▸ WHAT NEEDS TO BE DONE:
From the opening line of the records through the line bearing "2px #818582) drop-shadow(0", set down every line exactly.

Saved entries:
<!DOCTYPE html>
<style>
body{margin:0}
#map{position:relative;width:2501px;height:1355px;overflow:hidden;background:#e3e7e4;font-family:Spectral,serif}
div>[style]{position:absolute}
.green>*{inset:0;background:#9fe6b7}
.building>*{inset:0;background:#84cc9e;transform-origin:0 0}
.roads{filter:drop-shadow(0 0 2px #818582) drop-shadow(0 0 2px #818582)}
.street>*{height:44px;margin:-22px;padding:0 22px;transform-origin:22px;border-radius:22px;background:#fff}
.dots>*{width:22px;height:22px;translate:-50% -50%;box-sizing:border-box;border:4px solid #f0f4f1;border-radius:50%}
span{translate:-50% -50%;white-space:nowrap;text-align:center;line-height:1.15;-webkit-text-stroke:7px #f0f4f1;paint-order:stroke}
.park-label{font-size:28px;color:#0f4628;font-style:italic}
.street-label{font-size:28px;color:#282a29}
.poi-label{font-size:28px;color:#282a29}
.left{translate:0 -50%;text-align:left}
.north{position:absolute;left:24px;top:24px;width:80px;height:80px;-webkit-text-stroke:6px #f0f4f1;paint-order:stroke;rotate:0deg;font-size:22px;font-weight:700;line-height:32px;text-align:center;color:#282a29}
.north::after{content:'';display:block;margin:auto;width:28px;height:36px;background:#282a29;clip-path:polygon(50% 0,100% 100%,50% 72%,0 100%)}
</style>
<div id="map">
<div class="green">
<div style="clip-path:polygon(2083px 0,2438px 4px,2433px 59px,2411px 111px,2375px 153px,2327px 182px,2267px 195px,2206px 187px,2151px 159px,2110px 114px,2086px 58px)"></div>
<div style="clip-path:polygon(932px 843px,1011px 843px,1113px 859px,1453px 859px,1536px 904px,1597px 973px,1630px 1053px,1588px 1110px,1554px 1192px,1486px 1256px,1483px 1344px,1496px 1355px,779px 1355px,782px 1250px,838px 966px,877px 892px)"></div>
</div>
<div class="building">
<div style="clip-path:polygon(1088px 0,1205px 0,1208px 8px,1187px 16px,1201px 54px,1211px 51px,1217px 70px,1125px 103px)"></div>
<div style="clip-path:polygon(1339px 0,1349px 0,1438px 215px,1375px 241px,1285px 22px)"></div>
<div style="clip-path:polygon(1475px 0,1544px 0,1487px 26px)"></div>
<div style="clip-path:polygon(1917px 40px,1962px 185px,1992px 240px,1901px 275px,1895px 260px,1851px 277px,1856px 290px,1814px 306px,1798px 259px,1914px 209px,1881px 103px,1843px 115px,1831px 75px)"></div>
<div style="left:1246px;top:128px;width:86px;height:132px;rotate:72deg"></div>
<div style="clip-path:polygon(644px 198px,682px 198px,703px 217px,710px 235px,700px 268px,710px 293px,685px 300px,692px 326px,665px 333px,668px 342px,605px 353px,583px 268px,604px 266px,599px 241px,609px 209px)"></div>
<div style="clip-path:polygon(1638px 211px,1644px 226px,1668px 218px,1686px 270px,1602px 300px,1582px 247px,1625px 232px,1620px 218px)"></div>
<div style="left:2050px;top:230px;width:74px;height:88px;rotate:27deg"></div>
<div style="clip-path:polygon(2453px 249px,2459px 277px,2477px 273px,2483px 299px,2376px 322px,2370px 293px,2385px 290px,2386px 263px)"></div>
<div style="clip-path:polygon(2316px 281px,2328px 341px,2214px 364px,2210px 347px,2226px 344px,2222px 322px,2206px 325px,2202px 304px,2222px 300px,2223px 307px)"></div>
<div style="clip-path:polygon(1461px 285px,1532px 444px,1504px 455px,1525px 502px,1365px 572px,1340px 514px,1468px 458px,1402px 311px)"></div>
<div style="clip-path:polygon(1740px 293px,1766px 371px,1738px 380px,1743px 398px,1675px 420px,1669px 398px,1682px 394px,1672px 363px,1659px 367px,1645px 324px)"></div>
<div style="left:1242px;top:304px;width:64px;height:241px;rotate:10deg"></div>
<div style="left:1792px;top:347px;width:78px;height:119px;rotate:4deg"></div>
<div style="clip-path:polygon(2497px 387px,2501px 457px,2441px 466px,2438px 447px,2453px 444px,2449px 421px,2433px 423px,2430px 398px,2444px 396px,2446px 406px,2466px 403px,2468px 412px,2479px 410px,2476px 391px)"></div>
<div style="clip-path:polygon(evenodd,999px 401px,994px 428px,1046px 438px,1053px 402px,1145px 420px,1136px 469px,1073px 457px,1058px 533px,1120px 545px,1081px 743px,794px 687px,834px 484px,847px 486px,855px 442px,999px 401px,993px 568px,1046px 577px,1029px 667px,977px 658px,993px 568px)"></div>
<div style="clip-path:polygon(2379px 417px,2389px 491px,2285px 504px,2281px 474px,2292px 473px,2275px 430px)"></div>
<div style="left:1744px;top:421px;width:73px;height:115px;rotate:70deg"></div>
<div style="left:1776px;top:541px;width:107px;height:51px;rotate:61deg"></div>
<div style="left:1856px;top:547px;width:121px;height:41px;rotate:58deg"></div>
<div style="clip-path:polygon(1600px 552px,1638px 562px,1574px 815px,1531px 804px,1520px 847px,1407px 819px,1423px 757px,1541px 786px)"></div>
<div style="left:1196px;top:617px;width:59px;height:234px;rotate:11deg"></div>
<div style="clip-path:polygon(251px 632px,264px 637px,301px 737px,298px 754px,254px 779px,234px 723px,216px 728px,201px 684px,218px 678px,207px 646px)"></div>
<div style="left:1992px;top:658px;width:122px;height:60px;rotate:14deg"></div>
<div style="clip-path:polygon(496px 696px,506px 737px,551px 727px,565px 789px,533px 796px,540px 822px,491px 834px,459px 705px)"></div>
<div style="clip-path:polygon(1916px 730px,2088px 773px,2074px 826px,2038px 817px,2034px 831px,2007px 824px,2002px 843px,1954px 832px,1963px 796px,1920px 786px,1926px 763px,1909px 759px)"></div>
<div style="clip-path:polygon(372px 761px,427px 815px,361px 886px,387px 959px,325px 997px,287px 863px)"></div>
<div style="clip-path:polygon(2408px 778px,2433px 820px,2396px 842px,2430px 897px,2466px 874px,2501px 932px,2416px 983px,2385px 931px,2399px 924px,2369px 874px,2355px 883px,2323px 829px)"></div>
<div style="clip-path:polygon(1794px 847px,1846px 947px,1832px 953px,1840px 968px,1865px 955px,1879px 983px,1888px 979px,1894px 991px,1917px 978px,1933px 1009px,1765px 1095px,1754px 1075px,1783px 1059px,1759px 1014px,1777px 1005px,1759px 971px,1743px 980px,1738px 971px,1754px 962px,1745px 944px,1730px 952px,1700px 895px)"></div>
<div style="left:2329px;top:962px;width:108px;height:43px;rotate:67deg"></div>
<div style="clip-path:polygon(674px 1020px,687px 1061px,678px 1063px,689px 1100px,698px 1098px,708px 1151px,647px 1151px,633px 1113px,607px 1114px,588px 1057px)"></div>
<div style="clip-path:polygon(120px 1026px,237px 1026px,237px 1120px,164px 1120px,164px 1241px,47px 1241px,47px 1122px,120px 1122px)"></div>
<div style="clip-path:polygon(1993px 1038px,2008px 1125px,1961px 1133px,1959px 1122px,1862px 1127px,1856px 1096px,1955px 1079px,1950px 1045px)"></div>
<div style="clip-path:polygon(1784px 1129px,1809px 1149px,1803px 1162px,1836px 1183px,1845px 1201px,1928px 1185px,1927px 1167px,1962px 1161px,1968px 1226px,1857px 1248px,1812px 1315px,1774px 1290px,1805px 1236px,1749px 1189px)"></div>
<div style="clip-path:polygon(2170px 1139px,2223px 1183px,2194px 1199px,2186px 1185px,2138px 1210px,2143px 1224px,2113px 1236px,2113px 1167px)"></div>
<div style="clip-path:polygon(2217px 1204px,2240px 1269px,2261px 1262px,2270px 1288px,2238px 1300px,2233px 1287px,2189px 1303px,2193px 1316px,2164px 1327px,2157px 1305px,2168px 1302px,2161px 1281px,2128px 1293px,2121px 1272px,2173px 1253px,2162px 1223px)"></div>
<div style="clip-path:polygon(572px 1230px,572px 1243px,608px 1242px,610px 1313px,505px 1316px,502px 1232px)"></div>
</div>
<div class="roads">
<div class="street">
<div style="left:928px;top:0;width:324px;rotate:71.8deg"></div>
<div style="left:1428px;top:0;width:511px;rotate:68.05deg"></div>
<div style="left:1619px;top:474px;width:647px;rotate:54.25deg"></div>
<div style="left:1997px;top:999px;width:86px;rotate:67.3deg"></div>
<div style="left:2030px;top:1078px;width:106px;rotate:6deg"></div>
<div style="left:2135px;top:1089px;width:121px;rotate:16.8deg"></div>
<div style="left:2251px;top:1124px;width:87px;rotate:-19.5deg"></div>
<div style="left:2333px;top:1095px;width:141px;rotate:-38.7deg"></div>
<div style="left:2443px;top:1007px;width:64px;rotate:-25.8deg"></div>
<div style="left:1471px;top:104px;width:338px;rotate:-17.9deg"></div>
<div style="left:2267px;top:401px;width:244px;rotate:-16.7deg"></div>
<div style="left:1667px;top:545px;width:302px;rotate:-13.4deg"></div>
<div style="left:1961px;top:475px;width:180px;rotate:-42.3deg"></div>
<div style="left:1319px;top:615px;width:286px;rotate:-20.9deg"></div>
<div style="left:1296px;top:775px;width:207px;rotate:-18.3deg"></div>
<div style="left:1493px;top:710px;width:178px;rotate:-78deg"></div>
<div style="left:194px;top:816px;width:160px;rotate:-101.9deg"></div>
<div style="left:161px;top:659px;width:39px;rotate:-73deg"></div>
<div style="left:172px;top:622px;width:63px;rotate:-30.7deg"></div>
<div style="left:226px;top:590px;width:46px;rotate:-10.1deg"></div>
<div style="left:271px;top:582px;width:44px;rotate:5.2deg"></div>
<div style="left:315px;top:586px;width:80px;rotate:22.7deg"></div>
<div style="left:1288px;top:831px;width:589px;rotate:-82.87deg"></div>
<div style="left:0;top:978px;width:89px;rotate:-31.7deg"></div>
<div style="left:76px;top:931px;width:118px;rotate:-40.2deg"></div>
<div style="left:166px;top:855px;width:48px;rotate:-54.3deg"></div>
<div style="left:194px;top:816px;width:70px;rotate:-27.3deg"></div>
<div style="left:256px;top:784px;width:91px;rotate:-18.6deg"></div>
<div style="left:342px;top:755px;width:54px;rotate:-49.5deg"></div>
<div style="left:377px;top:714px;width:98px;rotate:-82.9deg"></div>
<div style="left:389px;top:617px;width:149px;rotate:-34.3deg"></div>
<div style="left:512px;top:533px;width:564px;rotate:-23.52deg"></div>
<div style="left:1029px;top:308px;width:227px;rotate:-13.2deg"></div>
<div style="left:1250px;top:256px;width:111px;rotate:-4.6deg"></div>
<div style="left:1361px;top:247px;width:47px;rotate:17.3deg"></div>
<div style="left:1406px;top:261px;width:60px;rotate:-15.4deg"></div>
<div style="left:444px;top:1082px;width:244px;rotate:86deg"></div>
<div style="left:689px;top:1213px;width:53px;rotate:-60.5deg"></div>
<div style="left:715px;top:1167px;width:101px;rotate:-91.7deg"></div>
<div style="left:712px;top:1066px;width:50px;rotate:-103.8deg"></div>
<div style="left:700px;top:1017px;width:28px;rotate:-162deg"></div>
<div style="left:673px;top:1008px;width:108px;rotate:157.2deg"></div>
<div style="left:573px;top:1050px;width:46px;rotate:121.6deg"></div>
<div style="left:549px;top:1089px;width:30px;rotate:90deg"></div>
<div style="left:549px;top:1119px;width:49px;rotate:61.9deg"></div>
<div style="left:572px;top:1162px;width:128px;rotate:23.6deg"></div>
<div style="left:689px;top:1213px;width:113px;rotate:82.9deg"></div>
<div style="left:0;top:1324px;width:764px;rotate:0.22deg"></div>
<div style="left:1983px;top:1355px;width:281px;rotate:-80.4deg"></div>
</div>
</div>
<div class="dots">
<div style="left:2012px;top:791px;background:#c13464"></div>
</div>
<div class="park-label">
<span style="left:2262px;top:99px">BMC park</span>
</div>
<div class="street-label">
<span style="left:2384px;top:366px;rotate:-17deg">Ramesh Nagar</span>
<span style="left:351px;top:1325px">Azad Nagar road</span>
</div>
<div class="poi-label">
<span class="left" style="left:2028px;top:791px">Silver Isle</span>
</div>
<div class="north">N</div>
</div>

▸ ANSWER TO THIS EXERCISE:
<!DOCTYPE html>
<style>
body{margin:0}
#map{position:relative;width:2501px;height:1355px;overflow:hidden;background:#e3e7e4;font-family:Spectral,serif}
div>[style]{position:absolute}
.green>*{inset:0;background:#9fe6b7}
.building>*{inset:0;background:#84cc9e;transform-origin:0 0}
.roads{filter:drop-shadow(0 0 2px #818582) drop-shadow(0 0 2px #818582)}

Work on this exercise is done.